O antigo presidente do Partido Social Democrata (PSD), Rui Rio, considerou, na sexta-feira, que o primeiro-ministro, Luís Montenegro, deveria propor a exoneração da procuradora-geral da República, Lucília Gago, ao Presidente da República, Marcelo Rebelo de Sousa, tendo em conta “a situação da Justiça” em Portugal.
O chefe de Estado, por seu turno, deveria convocar o Conselho de Estado para analisar a matéria que, na ótica do social democrata, “merece uma atenção especial”.
Confrontado com notícias que indicavam que, a seu ver, Luís Montenegro já deveria ter exonerado Lucília Gago, Rui Rio foi taxativo em negar e esclarecer as alegadas declarações.
“Tenho uma experiência enorme nisso. Um canal disse uma coisa que eu não disse e, depois, comenta-se em cima do que eu não disse, [mas] passei a dizer. Nunca disse que o primeiro-ministro devia demitir a PGR, até por uma simples razão: o primeiro-ministro não tem poderes para demitir a PGR. O primeiro-ministro pode é propor ao Presidente da República a sua exoneração”, disse, em entrevista à CNN Portugal.
O economista, que integra o grupo de 50 personalidades de diversos quadrantes que assinaram um manifesto em defesa de um "sobressalto cívico" que acabe com a "preocupante inércia" dos agentes políticos relativamente à reforma da Justiça apontou ainda que, caso não o venha a fazer, o chefe do Governo “há-de ter uma razão”, quanto mais não seja o final do mandato da responsável, que chegará em outubro.
“O Governo anterior, ‘atacado’ pela PGR, estava obviamente impedido de pedir a demissão da senhora procuradora. Este Governo é diferente. O que digo é, se não o faz, há-de ter uma razão”, indicou.
De qualquer modo, Rui Rio esclareceu que Marcelo, por seu lado, deveria convocar o Conselho de Estado “a analisar o estado da Justiça em Portugal”, cujos problemas “merecem uma atenção especial do Presidente da República”.

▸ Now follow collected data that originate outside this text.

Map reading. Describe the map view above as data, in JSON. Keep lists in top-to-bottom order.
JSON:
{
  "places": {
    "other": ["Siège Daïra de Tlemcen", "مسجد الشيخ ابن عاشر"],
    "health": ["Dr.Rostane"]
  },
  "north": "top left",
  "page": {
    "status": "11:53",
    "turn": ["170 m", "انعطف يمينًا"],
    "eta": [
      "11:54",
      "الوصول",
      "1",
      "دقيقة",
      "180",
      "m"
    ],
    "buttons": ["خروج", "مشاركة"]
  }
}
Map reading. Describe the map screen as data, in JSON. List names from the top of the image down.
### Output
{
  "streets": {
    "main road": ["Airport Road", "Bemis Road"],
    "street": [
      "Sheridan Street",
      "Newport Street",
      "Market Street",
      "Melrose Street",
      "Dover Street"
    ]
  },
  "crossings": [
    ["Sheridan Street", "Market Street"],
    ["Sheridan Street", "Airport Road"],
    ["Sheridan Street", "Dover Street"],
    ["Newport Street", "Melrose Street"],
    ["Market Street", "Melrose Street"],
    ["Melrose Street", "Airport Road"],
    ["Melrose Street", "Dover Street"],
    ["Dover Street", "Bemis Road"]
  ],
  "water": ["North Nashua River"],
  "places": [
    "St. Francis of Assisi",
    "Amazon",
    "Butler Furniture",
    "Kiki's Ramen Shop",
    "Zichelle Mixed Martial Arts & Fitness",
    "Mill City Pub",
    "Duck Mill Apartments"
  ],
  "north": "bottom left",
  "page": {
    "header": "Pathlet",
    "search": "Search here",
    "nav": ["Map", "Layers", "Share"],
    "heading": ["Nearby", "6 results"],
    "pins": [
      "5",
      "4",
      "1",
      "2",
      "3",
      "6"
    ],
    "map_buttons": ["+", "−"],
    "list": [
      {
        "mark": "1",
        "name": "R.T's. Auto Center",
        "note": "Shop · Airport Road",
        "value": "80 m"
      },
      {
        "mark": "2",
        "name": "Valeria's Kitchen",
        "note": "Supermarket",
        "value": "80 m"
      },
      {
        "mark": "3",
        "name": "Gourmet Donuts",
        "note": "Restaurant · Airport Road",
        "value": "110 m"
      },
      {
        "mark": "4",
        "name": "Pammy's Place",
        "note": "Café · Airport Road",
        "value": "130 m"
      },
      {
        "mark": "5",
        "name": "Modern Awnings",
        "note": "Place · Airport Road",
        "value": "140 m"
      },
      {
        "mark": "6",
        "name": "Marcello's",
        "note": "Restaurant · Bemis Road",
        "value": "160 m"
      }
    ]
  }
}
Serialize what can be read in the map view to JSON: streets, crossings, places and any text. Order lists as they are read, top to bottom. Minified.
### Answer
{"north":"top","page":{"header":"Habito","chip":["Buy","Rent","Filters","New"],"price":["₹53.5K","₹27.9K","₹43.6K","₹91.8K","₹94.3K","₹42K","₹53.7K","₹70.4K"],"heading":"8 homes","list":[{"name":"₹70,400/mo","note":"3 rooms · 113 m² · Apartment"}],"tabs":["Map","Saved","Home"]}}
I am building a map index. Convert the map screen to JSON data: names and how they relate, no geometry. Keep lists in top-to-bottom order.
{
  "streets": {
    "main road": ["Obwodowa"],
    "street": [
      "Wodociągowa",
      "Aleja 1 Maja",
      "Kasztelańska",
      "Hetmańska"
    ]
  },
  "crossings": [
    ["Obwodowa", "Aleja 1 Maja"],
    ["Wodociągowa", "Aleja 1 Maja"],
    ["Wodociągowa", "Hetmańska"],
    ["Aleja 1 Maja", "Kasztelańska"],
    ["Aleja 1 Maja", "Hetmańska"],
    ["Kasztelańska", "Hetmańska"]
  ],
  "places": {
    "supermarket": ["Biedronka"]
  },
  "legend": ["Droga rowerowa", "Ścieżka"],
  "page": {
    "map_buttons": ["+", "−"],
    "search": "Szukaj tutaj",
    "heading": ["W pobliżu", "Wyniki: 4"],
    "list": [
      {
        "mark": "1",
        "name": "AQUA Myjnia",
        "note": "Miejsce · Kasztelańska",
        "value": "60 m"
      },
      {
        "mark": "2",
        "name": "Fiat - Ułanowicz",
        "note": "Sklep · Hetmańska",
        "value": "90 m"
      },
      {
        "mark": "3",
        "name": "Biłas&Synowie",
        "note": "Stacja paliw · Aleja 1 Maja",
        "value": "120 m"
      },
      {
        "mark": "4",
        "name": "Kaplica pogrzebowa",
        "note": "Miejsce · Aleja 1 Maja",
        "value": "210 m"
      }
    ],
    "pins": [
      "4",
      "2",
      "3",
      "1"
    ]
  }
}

“Tem de fazer alguma coisa. […] O que acho que deveria acontecer [é] pôr o Conselho de Estado a analisar o estado da Justiça em Portugal e, se o Conselho de Estado entender que a senhora procuradora não tem condições para continuar e que se devia demitir, coloca-lhe uma pressão em cima ainda maior do que a que já tem”, esclareceu.
Nessa linha, o social democrata recordou o processo da Operação Influencer, no qual o antigo primeiro-ministro, António Costa, foi implicado, e que levou à queda do Governo maioritário dos socialistas, mas que, ao fim de seis meses, mostrou poucos avanços.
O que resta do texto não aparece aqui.